Trata-se da abolição do sentimento de pertinência a uma classe social, sem a supressão das relações de dominação. “As massas surgiram dos fragmentos da sociedade atomizada, cuja estrutura competitiva e concomitante solidão do indivíduo eram controladas quando se pertencia a uma classe. O ‘pecado original’ da acumulação primitiva de capital exigiu novos pecados para manter o sistema em funcionamento e foi eficaz para persuadir a burguesia alemã a abandonar as coibições da tradição ocidental. Foi esse fato que a levou a tirar a máscara da hipocrisia e a confessar abertamente seu parentesco com a escória”. A escória, na visão de Arendt, não tem a ver com a situação econômica e educacional dos indivíduos, “pois até os indivíduos altamente cultos se sentiam particularmente atraídos pelos movimentos da ralé”.
Os meios de comunicação de massa, compelidos pela disputa de audiência, são arrastados para o abismo da vulgaridade, pelos “movimentos da ralé”. Eles repercutem e realimentam as simplificações e slogans de um tipo de sociabilidade que necessita cada vez mais, para reproduzir suas formas de dominação, da incompreensão dos indivíduos abandonados à sua solidão.
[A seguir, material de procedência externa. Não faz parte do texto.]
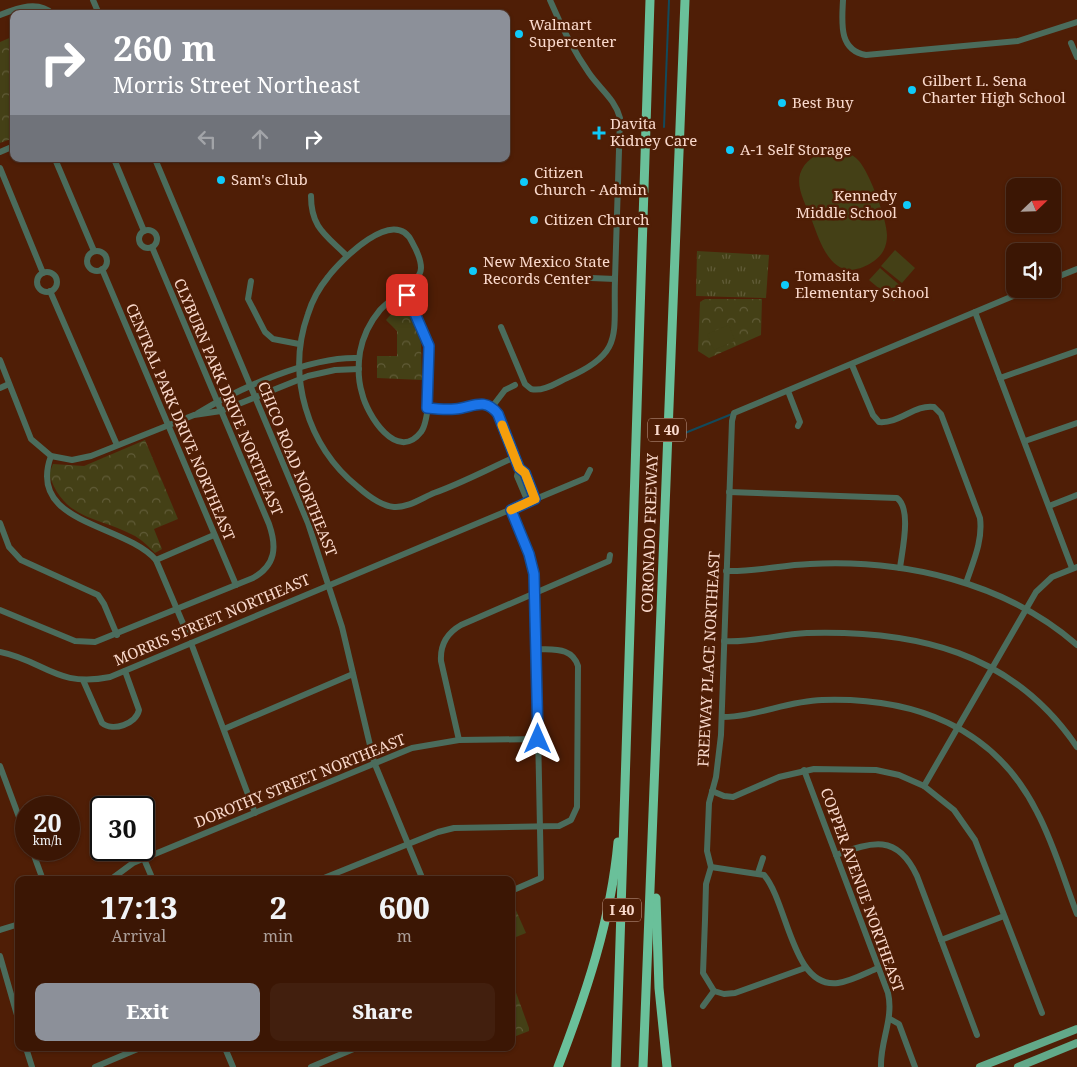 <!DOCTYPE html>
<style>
body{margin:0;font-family:"Noto Serif",serif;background:#421f0e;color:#f1f3f6;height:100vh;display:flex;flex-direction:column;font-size:19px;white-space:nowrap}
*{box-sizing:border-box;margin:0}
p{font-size:16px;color:#ac9f9a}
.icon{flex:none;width:28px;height:28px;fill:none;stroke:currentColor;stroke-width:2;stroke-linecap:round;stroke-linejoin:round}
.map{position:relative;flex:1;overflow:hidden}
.drawer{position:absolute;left:15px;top:876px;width:500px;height:175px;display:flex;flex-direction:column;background:#3b1604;border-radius:10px;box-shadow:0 1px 4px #0004,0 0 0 1px #543526}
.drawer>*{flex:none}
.hud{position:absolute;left:10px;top:10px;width:500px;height:152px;border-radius:10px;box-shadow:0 1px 4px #0004,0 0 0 1px #543526;background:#8c9099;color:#fff;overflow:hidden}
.needle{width:32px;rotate:67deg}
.controls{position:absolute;left:1006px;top:178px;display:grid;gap:10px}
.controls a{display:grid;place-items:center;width:55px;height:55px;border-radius:10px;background:#3b1604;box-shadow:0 1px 4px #0004,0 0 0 1px #543526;font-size:25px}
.speed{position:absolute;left:15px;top:796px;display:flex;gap:10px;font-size:25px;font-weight:700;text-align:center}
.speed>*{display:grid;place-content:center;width:65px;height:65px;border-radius:50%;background:#3b1604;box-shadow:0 1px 4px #0004,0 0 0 1px #543526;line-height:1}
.speed small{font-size:12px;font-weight:400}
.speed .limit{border:2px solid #111;border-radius:8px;background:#fff;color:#111}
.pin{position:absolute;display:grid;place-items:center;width:42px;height:42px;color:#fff;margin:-21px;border-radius:10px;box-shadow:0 2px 8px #0006}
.me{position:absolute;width:55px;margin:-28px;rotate:0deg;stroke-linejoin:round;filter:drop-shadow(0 0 4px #0008)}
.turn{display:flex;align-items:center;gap:18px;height:105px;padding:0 20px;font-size:22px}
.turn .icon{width:65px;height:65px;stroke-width:2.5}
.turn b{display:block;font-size:35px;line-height:42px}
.lanes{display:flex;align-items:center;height:48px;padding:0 20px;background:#0003;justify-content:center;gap:25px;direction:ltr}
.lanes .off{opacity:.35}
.eta{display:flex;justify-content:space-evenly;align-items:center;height:85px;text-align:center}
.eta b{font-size:30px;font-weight:800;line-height:35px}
.primary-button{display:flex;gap:10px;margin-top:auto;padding:10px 20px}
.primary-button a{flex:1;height:58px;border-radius:10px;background:#8c9099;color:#fff;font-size:20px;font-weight:800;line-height:58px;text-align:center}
.primary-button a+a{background:#421f0e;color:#f1f3f6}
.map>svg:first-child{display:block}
</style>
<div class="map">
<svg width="1077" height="1067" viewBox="0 0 1077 1067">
<defs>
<pattern id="grass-tufts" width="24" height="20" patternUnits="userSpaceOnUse" patternTransform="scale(1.25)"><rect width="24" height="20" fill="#444016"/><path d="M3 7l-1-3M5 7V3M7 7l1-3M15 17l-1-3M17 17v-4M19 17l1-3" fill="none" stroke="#605b37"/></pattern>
<pattern id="park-crowns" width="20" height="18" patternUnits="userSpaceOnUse" patternTransform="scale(1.25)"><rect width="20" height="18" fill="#444016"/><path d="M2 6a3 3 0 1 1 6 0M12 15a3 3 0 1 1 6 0" fill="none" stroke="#605b37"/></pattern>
</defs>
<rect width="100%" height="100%" fill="#4f1e06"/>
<path fill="url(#grass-tufts)" d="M697 251 769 255 766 298 696 296Z"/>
<g fill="url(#park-crowns)">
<path d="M14 36V138L0 143V42Z"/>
<path d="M705 299H762L761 335 709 358 698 351 700 302Z"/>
<path d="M400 304 406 306 421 343 422 380 377 378V356H397V331L386 320Z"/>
<path d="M145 440 178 519 154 529 162 549 155 553C149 547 142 540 135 536 98 516 64 521 49 474L53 464 84 466Z"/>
<path d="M511 899 526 933 511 939Z"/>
<path d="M511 979 529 1028V1031L511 1038Z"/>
</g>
<g fill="#444016">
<path d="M828 150C839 149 850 151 859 161 869 172 887 219 887 235 887 248 882 256 871 263 833 286 821 245 811 218 806 205 796 188 800 174 804 161 816 154 828 150Z"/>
<path d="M895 250 915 268 902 283 881 266Z"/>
<path d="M880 268 904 289 894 301 869 280Z"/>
<path d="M729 325 735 341 714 350 707 334Z"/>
</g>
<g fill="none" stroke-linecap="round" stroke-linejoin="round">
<g stroke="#124a5c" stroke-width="2">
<path d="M664 127 669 0"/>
<path d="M685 433 732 414"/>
</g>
<g stroke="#4b6c5c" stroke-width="6">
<path d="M93 0 99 14"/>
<path d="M550 0C561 26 573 50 589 73 600 89 615 99 620 118L615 279 591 278"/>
<path d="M843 0C842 22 838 50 866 55L1018 41 1077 22"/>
<path d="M0 15C18 8 38 0 53 14"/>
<path d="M1071 43 1077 57"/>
<path d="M0 152 14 146"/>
<path d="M55 159 94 251"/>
<path d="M114 159 144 231"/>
<path d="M155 159 308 523 342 627 374 762 423 880"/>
<path d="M0 168 43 273"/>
<path d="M311 196C311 228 326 235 347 256"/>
<circle cx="148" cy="239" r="9"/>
<circle cx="97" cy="261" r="10"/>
<path d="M102 269 236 585"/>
<circle cx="47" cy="282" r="10"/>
<path d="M1052 279 1077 269"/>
<path d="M251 281 248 299 265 332 273 339 299 344"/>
<path d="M404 289C413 306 424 325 429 344 432 359 430 421 421 432 397 463 367 415 362 393 358 380 358 365 360 352 363 336 370 322 380 310 391 297 421 283 421 268 421 259 416 249 412 242 395 205 341 260 328 277 319 288 312 301 308 314 286 375 307 446 358 487 367 495 382 506 394 507 408 508 422 498 434 493 462 483 488 469 515 457"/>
<path d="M50 291 117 445"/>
<path d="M975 312 1072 568"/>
<path d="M501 327 525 384 531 389C543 392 556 383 567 378 625 353 613 334 615 279"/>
<path d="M0 360 31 439 51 456 72 460 91 456 194 415 221 411 308 376 335 370 359 369"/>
<path d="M852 365 873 415 879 422C899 424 915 404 934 407L941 414 980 518C983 541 973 562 966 583"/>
<path d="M1000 378 1077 351"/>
<path d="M0 388 9 384"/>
<path d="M788 391 800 422 798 426"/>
<path d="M492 407 505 390 515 385"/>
<path d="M427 408C436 409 446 410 455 409 473 408 484 396 498 414L519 468 525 473 535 499"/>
<path d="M198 413C240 388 310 356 359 358"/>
<path d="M1025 441 1077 423"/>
<path d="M51 456C26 524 123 523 156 560L187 633"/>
<path d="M519 468 517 476 528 502"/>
<path d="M729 492 897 498C912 509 902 551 900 568"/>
<path d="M1049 506 1077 495"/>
<path d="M511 510 531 559 535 583 541 878 511 891"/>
<path d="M0 523 9 547 21 560 98 595 104 604 117 635"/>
<path d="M156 560 214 535"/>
<path d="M726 571C755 572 781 565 810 564 904 559 1005 582 1077 645"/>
<path d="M0 610 75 641 95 642 253 578C276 565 277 547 269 524L152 247"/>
<path d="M724 641C753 643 779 634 807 633 915 630 1012 651 1077 747"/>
<path d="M191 643 255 813"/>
<path d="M0 652C45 661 57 688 110 677L586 478 590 470"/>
<path d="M83 680 102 723C113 732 136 724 139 710L125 671"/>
<path d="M722 717C756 717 787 701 822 700 913 697 994 726 1037 812 1054 844 1064 880 1077 914"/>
<path d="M224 729 353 674"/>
<path d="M459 740 441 661C440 645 447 633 461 625L609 561 610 555"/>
<path d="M0 766 26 836"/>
<path d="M804 770 888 993C894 1019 880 1041 881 1067"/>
<path d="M924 786 1036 592 1052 577 1077 567"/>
<path d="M712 791 724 796 733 797 779 777 814 769 876 770 899 775 924 786 954 810 975 840 1042 1013"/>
<path d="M32 850 43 880"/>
<path d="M836 855C872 842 897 833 917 876L977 1035"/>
<path d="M144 859 153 880"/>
<path d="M711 867 764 875C788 903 792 989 838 983 852 981 866 973 878 968"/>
<path d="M758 873 763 858"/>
<path d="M110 880 133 863 412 748 459 740 539 739"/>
<path d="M319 880 438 832 454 828 559 826 571 820 577 807 578 666C572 647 554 650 538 649"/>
<path d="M0 930 19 924"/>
<path d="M941 940 1004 916"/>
<path d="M0 956 19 1022"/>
<path d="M805 968 735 993 724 994 714 991 703 973 705 920 706 884 711 867 707 851 709 803 716 777 721 735 732 421 734 413 1030 289"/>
<path d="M703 1006 714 991"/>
<path d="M890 1019 899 1024 915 1067"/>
<path d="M26 1048 32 1067"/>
<path d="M225 1048 233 1067"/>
<path d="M95 1067 140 1048"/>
<path d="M311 1067 356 1048"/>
</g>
<g stroke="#62a989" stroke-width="8">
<path d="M980 1067 1077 1029"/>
<path d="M1018 1067 1077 1043"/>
</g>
<g stroke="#6ac09a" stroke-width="9">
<path d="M656 898 659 988 667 1067"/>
<path d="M558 1067C586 994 611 920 618 842"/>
<path d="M616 1067 650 0"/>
<path d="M643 1067 685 0"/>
</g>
</g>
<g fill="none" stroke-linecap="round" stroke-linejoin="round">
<defs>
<path id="route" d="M407 295 429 346 427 408C436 409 446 410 455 409 472 408 484 396 498 414L519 468 525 473 535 499 511 510 529 554 534 574 538 739"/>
</defs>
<use href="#route" stroke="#114b97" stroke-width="12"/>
<use href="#route" stroke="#1a73e8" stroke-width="9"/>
<path stroke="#f59e0b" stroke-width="9" d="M502 425 519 468 525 473 535 499 511 510"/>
</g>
<g fill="#0fcafa" stroke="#4f1e06" stroke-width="2">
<circle cx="519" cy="34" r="5"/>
<circle cx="912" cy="90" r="5"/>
<circle cx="782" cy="103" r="5"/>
<path d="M596.5 125.5h5v5h5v5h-5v5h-5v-5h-5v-5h5z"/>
<circle cx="730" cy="150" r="5"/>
<circle cx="221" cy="180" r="5"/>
<circle cx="524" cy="182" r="5"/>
<circle cx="907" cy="205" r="5"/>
<circle cx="534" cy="220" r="5"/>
<circle cx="473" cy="271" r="5"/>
<circle cx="785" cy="285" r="5"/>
</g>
<g text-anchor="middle" stroke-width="5" stroke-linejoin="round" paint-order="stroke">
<g fill="#4f1e06" stroke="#c7a191" stroke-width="1">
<rect x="648" y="418.5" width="38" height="23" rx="4"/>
<rect x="603" y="898.5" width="38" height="23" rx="4"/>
</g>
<g font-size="14" font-weight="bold" fill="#fad9cc">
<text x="667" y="435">I 40</text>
<text x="622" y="915">I 40</text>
</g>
<g font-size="15" fill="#fad9cc" stroke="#4f1e06" text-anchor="start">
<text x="529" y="30">Walmart<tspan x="529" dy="17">Supercenter</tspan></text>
<text x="922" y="86">Gilbert L. Sena<tspan x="922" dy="17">Charter High School</tspan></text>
<text x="792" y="108">Best Buy</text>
<text x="610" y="129">Davita<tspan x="610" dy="17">Kidney Care</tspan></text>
<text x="740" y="155">A-1 Self Storage</text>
<text x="534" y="178">Citizen<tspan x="534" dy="17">Church - Admin</tspan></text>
<text x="231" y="185">Sam's Club</text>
<text x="897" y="201" text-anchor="end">Kennedy<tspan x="897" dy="17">Middle School</tspan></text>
<text x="544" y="225">Citizen Church</text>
<text x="483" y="267">New Mexico State<tspan x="483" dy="17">Records Center</tspan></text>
<text x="795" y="281">Tomasita<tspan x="795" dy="17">Elementary School</tspan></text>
</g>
<g font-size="15" fill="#fad9cc" stroke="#4f1e06">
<text transform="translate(228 397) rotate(67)" y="5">CLYBURN PARK DRIVE NORTHEAST</text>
<text transform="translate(180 422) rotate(67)" y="5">CENTRAL PARK DRIVE NORTHEAST</text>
<text transform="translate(297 469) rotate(68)" y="5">CHICO ROAD NORTHEAST</text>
<text transform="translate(650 533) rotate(-88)" y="5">CORONADO FREEWAY</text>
<text transform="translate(212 620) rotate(-23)" y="5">MORRIS STREET NORTHEAST</text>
<text transform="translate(709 659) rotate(-87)" y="5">FREEWAY PLACE NORTHEAST</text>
<text transform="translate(300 781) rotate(-22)" y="5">DOROTHY STREET NORTHEAST</text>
<text transform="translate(862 890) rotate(70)" y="5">COPPER AVENUE NORTHEAST</text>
</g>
</g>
</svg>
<div class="controls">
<a><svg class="needle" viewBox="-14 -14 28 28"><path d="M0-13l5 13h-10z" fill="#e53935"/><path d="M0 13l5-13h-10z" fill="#ac9f9a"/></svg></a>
<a><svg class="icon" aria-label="sound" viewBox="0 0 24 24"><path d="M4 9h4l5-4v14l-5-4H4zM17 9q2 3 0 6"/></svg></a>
</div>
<div class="speed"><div>20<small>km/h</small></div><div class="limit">30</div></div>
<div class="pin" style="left:407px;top:295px;background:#d93025"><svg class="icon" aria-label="arrive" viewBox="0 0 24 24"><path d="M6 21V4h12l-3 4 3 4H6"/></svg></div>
<svg class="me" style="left:538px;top:739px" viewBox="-20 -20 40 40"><path d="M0-17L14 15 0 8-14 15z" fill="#1a73e8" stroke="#fff" stroke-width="4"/></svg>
<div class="hud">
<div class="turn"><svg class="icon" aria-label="right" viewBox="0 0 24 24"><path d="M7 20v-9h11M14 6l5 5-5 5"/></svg><div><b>260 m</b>Morris Street Northeast</div></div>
<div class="lanes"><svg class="icon off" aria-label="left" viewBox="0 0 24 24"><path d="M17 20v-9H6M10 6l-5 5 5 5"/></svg><svg class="icon off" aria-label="ahead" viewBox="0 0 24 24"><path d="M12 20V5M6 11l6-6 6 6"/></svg><svg class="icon" aria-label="right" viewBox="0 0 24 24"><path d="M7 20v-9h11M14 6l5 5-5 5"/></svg></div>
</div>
<section class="drawer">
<div class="eta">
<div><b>17:13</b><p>Arrival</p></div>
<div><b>2</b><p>min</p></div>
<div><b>600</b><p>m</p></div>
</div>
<div class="primary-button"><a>Exit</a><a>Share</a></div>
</section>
</div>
Essa relação entre a linguagem midiática e as relações no interior da sociedade de massas legitimam as tropelias e ilegalidades praticadas pelas burocracias públicas e promovem a subversão da hierarquia entre os poderes do Estado. As empresas corrompem a política e, assim, degradam o instituto da representação popular. Procuradores e policiais fazem gravações clandestinas ou inventam provas e assim corrompem o princípio da legalidade e da impessoalidade nos atos da administração pública. Nas altas esferas do Olimpo midiático, “a imprensa diária dispara a cortina de relâmpagos”¹ e trata de manipular a opinião pública, atemorizar juízes e fomentar a arbitrariedade dos esbirros e beleguins.